EXERCISE REQUIREMENTS:
Report every line of the records that contains the word "lineWidth".

Stored items from a collection:
========
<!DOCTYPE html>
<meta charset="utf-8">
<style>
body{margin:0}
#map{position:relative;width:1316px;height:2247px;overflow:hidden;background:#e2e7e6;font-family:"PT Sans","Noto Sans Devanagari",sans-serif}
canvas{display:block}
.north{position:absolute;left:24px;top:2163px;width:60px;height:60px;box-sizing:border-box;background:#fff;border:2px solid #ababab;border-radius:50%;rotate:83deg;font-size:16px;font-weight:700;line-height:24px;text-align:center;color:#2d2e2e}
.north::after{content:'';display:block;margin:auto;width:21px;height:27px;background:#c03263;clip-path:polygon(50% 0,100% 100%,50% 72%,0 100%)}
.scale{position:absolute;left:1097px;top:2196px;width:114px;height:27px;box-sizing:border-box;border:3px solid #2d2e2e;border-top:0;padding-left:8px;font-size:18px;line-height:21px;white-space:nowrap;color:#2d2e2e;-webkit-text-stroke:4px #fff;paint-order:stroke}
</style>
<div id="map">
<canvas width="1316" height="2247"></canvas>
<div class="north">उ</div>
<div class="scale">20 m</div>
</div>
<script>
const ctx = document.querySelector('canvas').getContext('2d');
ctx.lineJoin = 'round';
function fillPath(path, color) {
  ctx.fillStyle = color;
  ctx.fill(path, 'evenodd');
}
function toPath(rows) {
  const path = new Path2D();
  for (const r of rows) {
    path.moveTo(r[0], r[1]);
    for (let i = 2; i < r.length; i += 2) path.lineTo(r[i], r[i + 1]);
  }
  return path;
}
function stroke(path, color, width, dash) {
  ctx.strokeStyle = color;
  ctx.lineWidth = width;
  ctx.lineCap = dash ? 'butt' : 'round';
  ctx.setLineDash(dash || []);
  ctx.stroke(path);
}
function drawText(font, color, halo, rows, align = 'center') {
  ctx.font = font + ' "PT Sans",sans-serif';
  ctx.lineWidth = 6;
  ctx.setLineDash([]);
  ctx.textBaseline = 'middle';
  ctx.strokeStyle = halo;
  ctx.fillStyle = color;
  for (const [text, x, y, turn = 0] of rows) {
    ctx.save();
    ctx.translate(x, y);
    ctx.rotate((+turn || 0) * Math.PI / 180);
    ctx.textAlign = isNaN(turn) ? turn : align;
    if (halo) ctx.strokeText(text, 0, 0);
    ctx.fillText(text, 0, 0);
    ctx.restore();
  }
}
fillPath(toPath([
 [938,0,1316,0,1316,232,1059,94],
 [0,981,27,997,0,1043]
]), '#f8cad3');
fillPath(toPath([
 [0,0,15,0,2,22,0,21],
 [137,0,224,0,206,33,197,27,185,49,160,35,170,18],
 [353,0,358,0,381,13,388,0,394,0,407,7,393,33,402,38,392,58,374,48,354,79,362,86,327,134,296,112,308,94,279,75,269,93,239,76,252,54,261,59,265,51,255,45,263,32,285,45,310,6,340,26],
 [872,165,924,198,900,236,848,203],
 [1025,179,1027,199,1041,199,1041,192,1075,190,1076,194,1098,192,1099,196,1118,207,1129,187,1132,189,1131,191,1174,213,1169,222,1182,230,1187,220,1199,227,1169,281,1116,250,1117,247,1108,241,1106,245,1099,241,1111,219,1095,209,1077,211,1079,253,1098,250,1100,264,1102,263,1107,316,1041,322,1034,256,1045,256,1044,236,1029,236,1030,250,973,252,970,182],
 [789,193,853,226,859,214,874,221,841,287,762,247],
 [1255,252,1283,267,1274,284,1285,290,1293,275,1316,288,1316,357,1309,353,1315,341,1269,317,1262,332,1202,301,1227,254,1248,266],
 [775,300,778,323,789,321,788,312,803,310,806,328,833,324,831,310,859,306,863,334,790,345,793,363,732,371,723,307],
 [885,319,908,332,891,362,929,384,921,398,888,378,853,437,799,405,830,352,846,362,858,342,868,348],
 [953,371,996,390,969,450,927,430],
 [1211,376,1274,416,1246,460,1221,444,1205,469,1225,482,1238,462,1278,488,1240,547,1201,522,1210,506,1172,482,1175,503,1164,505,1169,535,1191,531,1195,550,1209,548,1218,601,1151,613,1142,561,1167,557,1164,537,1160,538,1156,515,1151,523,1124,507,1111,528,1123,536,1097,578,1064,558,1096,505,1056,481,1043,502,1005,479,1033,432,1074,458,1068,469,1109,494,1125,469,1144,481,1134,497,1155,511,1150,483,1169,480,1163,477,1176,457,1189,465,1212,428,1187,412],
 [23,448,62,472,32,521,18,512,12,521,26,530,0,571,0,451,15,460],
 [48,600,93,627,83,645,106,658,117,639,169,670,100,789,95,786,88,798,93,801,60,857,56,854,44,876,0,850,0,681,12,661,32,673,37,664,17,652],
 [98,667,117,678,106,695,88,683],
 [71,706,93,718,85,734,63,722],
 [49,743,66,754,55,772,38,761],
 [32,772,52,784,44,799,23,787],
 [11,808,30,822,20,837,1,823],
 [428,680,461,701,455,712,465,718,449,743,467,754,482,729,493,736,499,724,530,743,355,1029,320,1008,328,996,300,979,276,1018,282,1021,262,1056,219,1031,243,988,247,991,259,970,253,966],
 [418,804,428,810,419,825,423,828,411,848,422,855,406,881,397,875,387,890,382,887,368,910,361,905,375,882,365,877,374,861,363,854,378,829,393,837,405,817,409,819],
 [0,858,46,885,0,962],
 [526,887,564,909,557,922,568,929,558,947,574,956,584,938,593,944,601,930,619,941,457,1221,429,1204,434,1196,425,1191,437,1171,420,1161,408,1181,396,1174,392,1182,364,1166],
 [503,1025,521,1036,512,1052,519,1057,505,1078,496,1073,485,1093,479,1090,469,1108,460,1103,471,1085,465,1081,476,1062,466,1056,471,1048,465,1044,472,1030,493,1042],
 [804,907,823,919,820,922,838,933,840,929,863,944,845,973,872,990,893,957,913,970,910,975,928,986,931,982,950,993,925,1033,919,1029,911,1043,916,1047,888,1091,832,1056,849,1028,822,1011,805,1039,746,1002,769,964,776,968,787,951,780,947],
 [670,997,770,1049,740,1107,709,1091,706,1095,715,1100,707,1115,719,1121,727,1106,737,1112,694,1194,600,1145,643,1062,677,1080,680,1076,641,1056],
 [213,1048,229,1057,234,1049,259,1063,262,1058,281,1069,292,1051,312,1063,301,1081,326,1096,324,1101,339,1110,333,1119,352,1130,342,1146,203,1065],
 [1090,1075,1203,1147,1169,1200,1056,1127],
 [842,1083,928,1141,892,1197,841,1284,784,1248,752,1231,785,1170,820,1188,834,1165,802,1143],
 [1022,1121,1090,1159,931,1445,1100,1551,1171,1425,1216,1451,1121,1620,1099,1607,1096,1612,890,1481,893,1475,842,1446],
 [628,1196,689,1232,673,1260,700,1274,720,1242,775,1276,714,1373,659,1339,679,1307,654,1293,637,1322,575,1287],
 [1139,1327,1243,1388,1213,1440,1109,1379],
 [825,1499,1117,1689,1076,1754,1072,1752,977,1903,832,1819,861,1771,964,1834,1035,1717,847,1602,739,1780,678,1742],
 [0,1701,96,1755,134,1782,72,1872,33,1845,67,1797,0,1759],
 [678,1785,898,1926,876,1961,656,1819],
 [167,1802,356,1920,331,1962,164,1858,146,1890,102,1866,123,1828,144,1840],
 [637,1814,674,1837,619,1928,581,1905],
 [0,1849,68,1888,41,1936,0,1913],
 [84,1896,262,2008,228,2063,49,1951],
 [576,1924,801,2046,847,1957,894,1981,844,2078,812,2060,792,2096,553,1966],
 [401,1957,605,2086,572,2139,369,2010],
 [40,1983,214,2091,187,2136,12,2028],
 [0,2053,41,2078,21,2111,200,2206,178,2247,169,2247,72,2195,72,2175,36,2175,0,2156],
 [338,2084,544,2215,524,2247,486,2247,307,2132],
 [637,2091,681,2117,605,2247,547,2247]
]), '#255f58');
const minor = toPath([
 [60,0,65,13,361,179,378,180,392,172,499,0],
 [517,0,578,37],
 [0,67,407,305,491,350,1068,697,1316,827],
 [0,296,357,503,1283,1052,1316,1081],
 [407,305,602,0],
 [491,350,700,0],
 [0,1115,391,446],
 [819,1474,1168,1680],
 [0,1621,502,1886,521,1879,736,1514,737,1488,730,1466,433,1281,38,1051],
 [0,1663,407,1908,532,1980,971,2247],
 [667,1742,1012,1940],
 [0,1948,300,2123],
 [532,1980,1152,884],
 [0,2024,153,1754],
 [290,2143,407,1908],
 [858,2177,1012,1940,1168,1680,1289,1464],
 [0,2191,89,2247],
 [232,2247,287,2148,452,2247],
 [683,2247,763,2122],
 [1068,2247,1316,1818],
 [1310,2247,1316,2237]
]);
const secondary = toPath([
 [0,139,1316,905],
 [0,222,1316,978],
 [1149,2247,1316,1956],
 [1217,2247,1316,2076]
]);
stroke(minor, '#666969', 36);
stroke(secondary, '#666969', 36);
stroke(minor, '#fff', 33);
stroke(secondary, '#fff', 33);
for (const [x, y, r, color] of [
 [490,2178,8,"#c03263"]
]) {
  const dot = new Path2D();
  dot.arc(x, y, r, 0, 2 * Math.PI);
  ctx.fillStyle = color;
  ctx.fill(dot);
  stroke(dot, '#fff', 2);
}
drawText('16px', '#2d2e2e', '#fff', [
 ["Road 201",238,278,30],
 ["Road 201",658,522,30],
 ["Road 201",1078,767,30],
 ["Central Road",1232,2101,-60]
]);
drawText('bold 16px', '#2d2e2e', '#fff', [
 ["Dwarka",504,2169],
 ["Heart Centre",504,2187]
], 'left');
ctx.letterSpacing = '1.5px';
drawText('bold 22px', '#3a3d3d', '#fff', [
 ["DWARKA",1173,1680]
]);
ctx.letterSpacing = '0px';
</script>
========
WRITTEN RESPONSE:
  ctx.lineWidth = width;
  ctx.lineWidth = 6;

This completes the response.